PROBLEM:
From the records below, transcribe exactly the lines that begin at the line with "height:16px; margin:-8px; padding:0" and end at the line with "width:22px; height:22px; translate:-50%", both included.

**********

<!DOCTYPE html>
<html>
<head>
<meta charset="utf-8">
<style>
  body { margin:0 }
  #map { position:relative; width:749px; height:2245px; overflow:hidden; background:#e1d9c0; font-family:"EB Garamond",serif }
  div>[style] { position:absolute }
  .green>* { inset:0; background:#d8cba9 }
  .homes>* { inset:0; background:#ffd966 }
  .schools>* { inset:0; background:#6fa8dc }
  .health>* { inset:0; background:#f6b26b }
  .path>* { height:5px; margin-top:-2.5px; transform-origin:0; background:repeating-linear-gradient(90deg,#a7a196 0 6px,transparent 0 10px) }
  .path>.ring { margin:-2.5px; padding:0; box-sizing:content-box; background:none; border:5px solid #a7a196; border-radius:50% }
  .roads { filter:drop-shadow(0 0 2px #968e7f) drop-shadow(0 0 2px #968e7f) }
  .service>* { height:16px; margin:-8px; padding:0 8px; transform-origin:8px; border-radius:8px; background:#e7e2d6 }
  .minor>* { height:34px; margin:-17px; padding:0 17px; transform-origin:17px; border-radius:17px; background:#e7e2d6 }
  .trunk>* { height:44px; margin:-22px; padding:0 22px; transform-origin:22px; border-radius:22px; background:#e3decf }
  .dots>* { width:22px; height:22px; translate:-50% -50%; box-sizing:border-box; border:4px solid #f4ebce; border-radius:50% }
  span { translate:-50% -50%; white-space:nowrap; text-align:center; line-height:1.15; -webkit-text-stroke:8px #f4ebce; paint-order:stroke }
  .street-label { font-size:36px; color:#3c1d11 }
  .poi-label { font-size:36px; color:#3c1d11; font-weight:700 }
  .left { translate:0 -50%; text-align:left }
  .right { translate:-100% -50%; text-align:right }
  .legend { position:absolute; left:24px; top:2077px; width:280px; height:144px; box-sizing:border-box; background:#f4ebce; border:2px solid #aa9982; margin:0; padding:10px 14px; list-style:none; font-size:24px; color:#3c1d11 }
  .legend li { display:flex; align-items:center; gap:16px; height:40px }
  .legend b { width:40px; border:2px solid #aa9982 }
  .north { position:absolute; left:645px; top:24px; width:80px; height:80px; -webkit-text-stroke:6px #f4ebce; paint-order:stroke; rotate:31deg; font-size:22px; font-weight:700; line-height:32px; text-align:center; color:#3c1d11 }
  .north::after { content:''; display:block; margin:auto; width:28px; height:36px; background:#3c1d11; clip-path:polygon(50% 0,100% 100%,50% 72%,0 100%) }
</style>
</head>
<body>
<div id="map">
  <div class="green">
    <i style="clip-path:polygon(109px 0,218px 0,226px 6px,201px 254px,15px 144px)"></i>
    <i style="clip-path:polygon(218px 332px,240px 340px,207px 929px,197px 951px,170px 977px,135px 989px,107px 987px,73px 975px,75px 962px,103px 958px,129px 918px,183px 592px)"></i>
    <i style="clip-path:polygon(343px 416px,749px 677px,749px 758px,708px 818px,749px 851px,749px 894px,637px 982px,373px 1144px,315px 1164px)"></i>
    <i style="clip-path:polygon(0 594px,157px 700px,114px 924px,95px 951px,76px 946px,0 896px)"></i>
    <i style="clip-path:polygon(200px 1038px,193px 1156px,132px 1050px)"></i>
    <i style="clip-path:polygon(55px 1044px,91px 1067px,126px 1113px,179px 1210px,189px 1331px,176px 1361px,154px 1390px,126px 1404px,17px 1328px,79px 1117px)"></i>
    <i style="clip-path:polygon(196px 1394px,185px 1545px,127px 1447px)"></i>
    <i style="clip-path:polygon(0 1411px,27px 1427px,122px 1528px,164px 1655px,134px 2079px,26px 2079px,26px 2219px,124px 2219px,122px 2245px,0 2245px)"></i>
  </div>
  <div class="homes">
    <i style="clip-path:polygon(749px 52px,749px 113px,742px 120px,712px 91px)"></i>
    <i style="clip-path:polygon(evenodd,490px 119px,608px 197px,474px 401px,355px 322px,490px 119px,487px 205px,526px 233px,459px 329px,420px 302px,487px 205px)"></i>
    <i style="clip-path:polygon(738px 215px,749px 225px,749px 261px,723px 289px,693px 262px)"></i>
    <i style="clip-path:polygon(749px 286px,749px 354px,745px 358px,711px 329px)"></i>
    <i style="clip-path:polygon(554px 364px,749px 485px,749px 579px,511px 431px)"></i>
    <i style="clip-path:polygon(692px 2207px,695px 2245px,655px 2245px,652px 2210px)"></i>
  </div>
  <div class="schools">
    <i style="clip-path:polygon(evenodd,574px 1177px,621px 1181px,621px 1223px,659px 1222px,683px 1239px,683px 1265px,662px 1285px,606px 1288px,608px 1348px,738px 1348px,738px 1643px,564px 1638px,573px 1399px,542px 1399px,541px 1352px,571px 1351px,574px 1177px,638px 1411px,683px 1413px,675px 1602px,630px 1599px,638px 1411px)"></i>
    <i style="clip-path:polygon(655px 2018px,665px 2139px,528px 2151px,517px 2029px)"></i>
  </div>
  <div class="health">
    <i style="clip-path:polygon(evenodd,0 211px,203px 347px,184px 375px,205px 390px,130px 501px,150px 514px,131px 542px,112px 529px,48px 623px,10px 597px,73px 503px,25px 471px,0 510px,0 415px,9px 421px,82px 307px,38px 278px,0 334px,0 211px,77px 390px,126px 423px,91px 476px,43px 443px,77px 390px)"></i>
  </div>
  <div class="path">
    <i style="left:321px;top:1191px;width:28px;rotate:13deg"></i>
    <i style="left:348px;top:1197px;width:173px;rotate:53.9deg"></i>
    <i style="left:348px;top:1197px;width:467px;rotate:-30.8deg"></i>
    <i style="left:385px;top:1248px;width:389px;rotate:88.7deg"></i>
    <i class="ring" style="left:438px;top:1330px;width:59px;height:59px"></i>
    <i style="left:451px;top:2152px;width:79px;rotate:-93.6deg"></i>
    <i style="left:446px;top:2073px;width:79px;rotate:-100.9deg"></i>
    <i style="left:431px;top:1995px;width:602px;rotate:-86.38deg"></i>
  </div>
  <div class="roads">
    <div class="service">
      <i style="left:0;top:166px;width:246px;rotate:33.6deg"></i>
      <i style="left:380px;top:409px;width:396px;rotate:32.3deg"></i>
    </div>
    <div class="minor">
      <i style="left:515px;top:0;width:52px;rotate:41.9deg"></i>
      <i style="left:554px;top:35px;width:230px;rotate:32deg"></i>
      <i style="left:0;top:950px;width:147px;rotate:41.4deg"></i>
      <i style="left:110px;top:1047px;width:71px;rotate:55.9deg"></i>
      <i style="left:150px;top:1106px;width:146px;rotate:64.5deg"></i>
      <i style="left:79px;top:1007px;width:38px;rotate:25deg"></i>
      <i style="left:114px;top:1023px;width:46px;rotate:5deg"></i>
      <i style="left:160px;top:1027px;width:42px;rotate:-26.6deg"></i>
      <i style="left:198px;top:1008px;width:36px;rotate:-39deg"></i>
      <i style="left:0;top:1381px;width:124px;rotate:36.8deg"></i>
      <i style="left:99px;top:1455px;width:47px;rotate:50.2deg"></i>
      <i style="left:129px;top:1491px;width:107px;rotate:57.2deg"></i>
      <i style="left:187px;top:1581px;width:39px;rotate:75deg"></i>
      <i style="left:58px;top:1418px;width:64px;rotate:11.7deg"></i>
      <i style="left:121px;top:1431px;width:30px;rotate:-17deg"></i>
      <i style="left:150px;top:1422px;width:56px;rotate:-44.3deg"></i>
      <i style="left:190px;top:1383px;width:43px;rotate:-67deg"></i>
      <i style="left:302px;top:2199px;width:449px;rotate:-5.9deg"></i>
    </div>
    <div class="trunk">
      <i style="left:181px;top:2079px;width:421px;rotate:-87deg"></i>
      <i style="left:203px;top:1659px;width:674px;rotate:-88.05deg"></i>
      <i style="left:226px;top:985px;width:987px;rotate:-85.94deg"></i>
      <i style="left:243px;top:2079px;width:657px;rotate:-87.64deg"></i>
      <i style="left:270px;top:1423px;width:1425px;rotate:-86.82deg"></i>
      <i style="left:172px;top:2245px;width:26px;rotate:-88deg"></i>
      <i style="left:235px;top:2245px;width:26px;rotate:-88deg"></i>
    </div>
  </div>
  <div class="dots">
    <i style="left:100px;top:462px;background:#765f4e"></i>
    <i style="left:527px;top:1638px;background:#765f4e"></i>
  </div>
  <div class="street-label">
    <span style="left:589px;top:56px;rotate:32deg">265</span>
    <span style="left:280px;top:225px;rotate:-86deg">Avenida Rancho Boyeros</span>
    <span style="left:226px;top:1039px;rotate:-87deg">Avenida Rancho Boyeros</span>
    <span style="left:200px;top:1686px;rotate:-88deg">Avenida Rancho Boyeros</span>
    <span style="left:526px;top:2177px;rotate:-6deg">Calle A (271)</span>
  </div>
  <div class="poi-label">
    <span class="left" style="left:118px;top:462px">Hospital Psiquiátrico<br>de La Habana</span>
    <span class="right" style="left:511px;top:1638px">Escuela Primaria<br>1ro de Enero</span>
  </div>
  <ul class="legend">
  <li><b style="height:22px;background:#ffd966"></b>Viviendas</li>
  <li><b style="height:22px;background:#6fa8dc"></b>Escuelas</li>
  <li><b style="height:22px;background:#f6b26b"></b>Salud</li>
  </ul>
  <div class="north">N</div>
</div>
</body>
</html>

**********

ANSWER TO THIS PROBLEM:
  .service>* { height:16px; margin:-8px; padding:0 8px; transform-origin:8px; border-radius:8px; background:#e7e2d6 }
  .minor>* { height:34px; margin:-17px; padding:0 17px; transform-origin:17px; border-radius:17px; background:#e7e2d6 }
  .trunk>* { height:44px; margin:-22px; padding:0 22px; transform-origin:22px; border-radius:22px; background:#e3decf }
  .dots>* { width:22px; height:22px; translate:-50% -50%; box-sizing:border-box; border:4px solid #f4ebce; border-radius:50% }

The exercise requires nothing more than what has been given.